サイゼリヤは12日、2017年8月期の連結純利益が前期比36%増の75億円になりそうだと発表した。従来予想(4%増の57億円)から18億円上方修正した。300円前後の低価格メニューが消費者の節約志向をとらえ、既存店売上高が伸びる。円高の進行により、海外からの食材調達コストも低減する。

記者会見した堀埜一成社長は好調の一因として「1品200円以下の安いデザートを投入しており、注文する人が増えた結果、客単価がトータルで上がっている」と説明した。安いメニューを複数注文して食事する顧客が多い。16年8月期の客単価は前の期から微増の720円だった。16年9月~17年2月期の客単価は1.2%増と高まっている。

中国が実施した税制改正も業績面では追い風になりそうだ。営業利益にかかる税負担はこれまでより軽くなる見通しで、営業利益を押し上げる一因になる。従来は税制改正の影響が見通せなかったため、業績予想には織り込んでいなかった。

売上高は2%増の1472億円となる見通し。従来予想(1%増の1457億円)を15億円上回る。主力の「ミラノ風ドリア」など300~500円という低価格メニューが好調だ。若年層やファミリー層が店舗を繰り返し訪れるようになっている。16年9月~17年2月期の既存店売上高は約3%増だった。

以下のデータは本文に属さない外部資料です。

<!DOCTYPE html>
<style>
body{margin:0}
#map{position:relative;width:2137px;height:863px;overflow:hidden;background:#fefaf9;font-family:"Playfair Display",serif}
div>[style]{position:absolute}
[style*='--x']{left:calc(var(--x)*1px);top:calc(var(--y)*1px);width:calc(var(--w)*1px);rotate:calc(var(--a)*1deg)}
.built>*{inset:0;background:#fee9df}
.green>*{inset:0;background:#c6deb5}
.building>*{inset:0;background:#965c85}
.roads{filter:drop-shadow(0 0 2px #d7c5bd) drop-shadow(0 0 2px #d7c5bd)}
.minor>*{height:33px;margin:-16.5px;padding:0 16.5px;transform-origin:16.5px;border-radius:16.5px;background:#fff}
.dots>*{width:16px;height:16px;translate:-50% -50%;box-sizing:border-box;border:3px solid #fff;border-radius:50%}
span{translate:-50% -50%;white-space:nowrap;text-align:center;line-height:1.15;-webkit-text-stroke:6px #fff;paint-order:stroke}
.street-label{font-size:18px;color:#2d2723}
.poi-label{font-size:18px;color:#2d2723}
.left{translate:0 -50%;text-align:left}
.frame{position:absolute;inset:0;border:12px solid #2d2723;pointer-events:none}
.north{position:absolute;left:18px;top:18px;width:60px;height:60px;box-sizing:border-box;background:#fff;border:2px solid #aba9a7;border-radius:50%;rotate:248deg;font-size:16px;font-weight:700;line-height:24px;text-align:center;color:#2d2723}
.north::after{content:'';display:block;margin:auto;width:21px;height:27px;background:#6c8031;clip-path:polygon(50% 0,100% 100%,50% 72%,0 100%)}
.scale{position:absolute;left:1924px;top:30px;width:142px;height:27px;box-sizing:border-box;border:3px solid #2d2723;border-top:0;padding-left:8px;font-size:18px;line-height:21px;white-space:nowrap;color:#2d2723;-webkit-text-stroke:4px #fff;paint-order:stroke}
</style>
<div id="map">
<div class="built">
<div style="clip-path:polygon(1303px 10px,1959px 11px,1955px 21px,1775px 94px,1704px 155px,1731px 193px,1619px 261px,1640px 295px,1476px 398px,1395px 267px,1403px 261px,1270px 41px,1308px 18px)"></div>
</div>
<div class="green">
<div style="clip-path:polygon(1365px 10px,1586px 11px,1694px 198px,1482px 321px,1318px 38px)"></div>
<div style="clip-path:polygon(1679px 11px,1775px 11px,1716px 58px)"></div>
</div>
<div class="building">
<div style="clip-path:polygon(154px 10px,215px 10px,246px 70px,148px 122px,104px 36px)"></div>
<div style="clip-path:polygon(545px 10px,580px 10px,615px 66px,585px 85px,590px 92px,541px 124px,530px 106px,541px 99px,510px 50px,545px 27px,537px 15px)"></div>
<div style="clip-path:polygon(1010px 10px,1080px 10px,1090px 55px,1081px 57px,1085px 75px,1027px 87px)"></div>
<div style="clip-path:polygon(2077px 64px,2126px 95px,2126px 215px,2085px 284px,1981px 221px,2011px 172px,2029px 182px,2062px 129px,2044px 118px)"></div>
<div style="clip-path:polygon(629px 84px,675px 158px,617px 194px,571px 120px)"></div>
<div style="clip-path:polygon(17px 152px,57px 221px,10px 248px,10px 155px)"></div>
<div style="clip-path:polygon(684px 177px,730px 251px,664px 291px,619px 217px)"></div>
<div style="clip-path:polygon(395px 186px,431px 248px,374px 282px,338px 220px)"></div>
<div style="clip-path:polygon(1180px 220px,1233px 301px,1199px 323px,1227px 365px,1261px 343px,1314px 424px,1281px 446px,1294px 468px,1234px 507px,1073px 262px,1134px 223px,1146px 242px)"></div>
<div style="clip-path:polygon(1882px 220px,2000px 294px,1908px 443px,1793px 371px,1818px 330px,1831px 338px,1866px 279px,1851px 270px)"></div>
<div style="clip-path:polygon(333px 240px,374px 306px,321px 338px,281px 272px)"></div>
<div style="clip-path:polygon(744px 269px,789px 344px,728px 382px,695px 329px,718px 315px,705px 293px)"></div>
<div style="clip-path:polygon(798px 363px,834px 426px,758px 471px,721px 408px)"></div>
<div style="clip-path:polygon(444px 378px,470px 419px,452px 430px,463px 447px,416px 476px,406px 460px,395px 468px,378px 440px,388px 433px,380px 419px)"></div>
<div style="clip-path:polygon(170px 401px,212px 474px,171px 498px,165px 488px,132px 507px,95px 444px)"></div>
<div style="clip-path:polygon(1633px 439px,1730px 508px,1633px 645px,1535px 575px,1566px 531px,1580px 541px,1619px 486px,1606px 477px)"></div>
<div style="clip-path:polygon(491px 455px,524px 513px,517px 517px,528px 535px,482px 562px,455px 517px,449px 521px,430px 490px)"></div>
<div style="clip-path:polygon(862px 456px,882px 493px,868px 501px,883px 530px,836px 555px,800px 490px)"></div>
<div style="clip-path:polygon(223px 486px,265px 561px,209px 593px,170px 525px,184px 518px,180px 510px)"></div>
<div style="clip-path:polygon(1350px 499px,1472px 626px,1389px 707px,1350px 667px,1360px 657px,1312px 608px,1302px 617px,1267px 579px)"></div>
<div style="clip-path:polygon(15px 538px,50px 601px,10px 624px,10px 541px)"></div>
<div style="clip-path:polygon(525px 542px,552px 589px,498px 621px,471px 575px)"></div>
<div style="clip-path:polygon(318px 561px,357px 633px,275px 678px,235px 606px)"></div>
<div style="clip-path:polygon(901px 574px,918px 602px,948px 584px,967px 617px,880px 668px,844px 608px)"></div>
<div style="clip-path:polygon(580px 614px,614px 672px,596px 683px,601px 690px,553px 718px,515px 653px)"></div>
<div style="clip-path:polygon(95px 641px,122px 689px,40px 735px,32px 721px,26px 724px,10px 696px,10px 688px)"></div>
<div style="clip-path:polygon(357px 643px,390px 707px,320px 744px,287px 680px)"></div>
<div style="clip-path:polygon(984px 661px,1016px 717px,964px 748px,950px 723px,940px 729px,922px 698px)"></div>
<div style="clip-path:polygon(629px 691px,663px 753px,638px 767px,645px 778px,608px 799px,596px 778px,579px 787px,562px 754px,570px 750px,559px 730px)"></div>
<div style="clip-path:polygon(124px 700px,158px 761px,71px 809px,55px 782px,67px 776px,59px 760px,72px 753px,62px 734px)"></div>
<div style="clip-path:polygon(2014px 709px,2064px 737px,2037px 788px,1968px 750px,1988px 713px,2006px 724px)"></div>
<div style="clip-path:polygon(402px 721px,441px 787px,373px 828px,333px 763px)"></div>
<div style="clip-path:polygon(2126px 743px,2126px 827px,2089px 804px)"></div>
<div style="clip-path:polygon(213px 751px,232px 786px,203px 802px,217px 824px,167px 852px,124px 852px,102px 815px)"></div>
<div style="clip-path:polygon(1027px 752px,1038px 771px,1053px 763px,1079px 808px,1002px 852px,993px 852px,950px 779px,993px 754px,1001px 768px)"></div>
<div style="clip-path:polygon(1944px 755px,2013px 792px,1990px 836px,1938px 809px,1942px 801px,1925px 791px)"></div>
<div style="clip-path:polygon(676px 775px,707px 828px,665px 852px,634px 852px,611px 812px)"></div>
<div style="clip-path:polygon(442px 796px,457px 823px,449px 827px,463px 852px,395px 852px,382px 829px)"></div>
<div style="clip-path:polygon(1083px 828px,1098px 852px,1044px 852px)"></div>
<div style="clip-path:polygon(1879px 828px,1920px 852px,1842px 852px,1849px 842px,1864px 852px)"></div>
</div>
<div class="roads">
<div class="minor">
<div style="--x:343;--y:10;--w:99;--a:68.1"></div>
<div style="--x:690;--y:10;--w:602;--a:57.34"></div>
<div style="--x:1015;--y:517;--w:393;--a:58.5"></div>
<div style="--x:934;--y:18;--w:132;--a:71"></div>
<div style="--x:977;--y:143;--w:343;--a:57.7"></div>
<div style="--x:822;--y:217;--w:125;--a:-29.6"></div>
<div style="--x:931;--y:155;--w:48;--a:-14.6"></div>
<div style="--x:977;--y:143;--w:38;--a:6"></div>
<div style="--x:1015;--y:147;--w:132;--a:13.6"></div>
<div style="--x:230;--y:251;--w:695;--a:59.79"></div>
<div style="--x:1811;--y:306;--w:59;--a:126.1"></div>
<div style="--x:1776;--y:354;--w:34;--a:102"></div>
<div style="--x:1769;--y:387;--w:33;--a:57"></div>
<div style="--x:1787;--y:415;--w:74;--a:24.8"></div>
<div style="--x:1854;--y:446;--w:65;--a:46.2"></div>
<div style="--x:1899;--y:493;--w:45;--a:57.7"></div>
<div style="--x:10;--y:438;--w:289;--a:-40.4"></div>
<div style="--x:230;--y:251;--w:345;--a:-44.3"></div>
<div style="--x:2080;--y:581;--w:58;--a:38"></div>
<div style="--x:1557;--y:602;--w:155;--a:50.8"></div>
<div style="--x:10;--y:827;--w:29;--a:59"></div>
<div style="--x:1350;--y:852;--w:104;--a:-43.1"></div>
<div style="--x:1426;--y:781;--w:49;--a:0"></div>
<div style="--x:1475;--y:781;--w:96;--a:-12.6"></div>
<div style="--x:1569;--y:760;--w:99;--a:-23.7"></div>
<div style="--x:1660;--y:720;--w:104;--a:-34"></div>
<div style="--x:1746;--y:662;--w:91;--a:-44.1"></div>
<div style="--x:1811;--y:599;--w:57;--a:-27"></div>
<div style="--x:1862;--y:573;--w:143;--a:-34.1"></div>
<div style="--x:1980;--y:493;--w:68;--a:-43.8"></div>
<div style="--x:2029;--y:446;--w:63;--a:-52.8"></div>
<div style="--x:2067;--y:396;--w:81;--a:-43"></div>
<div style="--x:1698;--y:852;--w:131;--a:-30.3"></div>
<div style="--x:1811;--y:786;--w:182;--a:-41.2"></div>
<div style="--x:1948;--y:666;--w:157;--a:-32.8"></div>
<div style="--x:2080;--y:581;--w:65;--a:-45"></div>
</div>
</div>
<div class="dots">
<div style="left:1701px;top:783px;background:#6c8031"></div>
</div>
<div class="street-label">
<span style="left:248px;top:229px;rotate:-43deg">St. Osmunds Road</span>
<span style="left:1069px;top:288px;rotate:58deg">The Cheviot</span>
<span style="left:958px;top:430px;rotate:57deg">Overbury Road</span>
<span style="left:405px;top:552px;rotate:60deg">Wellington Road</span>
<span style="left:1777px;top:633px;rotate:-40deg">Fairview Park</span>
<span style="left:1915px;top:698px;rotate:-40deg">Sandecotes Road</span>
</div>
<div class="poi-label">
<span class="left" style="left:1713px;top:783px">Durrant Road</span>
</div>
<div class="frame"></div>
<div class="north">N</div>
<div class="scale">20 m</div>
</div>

営業利益は22%増の110億円と、従来予想(3%増の93億円)より17億円増える。新規出店のペースを緩め、開店費用などを圧縮する。オーストラリアから仕入れるホワイトソースといった食材価格も円高進行で安く手に入るため、原価率が改善する。

同日発表した16年9月~17年2月期の連結決算は、売上高が前年同期比微減の705億円、純利益は60%増の31億円だった。